Work required ->
The lines needed are those from the start of the records through the line holding "2px #d2d2c7) drop-shadow(0", each copied exactly.
☆ ☆ ☆ ☆
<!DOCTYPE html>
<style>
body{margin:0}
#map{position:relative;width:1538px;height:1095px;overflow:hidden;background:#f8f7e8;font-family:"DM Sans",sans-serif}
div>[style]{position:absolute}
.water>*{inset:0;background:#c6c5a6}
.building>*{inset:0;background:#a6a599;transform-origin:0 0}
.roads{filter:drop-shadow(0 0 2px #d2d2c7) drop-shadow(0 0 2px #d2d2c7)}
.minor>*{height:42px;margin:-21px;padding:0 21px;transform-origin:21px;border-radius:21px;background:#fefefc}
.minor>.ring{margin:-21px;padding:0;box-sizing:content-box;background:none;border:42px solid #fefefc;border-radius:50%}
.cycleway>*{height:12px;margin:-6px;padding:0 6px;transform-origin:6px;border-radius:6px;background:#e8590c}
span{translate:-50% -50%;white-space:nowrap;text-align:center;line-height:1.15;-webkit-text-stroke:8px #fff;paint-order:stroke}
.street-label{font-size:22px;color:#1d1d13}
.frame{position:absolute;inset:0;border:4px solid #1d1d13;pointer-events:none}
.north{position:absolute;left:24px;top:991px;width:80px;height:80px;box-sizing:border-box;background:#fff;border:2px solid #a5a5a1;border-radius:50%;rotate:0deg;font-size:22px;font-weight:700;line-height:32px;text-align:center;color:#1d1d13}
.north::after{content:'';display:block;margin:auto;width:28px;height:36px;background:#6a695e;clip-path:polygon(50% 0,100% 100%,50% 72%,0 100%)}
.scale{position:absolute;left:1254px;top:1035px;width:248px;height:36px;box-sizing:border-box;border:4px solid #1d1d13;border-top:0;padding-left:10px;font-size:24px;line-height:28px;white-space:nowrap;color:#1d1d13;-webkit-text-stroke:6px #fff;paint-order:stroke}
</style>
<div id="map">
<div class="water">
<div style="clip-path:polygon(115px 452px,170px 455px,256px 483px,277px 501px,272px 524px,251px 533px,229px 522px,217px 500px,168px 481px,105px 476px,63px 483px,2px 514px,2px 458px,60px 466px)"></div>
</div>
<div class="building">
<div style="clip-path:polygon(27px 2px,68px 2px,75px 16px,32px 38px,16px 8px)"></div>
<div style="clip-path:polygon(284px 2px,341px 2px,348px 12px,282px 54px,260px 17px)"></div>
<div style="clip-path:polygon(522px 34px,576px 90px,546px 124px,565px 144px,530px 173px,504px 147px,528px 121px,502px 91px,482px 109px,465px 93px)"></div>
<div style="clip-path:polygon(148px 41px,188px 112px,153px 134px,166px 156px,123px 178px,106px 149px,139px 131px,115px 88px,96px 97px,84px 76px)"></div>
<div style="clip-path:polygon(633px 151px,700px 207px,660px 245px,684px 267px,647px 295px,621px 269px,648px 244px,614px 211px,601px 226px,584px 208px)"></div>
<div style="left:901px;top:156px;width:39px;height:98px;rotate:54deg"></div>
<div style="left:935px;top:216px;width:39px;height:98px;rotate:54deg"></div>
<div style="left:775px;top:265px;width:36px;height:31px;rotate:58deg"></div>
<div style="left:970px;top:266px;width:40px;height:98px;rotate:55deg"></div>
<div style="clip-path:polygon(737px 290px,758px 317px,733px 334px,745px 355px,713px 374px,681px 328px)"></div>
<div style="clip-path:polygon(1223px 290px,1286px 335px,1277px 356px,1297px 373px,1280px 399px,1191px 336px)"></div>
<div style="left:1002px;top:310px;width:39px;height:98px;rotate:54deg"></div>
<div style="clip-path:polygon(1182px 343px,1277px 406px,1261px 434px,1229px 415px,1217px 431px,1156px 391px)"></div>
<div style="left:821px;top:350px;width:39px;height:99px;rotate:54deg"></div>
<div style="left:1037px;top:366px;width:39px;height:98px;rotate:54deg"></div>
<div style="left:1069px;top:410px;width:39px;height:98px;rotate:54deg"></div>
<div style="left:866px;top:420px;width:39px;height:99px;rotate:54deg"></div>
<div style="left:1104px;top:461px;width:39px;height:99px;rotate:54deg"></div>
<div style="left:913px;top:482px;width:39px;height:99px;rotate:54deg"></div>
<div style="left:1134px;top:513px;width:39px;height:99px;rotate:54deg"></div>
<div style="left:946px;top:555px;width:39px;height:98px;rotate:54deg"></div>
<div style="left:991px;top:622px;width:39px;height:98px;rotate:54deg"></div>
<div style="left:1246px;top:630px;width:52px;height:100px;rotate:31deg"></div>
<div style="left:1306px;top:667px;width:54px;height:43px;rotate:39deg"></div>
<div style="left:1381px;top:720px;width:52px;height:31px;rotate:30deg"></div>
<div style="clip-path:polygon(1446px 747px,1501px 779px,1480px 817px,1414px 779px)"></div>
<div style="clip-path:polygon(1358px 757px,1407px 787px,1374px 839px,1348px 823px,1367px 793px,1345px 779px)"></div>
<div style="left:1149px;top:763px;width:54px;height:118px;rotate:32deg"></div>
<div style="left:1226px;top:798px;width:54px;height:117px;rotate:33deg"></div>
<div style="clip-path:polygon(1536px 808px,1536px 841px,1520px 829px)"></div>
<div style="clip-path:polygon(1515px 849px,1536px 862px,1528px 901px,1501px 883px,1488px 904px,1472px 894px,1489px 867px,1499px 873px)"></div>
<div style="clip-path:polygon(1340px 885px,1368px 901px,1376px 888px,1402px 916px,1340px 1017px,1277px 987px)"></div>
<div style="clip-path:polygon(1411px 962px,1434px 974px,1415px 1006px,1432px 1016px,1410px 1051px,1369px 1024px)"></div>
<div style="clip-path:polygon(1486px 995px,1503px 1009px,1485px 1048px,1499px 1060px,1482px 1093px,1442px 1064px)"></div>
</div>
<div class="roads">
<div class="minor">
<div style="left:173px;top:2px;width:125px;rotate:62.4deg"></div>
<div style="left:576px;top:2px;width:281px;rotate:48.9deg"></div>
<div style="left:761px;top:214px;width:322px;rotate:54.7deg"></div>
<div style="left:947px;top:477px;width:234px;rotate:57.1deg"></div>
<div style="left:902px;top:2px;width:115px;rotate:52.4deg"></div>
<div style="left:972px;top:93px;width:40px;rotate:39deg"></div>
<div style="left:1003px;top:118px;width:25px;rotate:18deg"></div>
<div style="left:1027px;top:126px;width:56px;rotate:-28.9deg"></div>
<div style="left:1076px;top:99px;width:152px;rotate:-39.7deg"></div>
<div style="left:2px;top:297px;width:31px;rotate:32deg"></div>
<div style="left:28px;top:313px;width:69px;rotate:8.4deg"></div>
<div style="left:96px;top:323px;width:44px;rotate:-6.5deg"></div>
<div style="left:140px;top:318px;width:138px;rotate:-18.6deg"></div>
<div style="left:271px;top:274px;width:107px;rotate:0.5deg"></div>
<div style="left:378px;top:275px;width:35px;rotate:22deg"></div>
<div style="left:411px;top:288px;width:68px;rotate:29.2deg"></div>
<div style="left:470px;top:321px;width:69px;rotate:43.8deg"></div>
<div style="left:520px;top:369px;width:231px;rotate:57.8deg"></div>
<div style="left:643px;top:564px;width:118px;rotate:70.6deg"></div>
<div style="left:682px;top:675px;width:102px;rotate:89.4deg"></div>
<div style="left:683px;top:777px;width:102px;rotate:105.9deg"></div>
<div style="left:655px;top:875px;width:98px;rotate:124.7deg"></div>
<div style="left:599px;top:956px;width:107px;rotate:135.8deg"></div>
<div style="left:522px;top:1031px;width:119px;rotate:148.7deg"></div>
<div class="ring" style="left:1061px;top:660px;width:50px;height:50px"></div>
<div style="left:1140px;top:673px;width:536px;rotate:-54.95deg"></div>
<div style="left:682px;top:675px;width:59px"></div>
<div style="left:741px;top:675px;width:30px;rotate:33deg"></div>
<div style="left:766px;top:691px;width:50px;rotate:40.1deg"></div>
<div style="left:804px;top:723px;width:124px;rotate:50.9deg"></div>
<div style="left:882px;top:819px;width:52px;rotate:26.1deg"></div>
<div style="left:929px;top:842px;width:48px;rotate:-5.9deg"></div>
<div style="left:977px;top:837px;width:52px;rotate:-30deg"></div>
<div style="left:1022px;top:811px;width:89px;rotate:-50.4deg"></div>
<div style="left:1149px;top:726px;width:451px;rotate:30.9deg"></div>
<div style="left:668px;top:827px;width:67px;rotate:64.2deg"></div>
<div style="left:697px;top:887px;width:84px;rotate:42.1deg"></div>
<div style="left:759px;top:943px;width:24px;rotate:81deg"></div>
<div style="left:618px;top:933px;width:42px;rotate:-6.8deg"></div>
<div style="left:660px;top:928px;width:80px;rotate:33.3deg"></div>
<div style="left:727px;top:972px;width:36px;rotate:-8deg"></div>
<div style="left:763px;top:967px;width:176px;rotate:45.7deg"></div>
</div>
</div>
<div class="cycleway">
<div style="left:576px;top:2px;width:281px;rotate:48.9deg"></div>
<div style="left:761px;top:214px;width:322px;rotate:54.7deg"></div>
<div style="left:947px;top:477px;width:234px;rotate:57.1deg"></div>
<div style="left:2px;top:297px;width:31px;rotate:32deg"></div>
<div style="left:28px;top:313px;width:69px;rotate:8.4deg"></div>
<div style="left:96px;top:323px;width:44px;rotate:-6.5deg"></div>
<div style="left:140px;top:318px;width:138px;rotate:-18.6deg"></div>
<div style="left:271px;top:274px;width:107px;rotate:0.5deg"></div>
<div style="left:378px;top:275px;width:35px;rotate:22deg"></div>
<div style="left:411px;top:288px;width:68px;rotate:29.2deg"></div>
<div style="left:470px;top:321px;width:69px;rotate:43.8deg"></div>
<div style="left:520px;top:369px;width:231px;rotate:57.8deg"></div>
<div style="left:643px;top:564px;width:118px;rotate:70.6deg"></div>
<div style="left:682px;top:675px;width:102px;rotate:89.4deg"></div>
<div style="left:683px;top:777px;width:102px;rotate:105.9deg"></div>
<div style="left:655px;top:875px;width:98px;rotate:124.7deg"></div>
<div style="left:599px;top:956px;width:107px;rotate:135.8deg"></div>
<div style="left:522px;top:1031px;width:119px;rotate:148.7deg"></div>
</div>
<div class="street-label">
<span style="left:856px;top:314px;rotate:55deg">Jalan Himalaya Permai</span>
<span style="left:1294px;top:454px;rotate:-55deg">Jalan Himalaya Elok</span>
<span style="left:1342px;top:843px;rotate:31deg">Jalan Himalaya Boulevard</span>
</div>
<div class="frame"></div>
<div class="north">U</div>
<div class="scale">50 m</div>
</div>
☆ ☆ ☆ ☆
Reply ->
<!DOCTYPE html>
<style>
body{margin:0}
#map{position:relative;width:1538px;height:1095px;overflow:hidden;background:#f8f7e8;font-family:"DM Sans",sans-serif}
div>[style]{position:absolute}
.water>*{inset:0;background:#c6c5a6}
.building>*{inset:0;background:#a6a599;transform-origin:0 0}
.roads{filter:drop-shadow(0 0 2px #d2d2c7) drop-shadow(0 0 2px #d2d2c7)}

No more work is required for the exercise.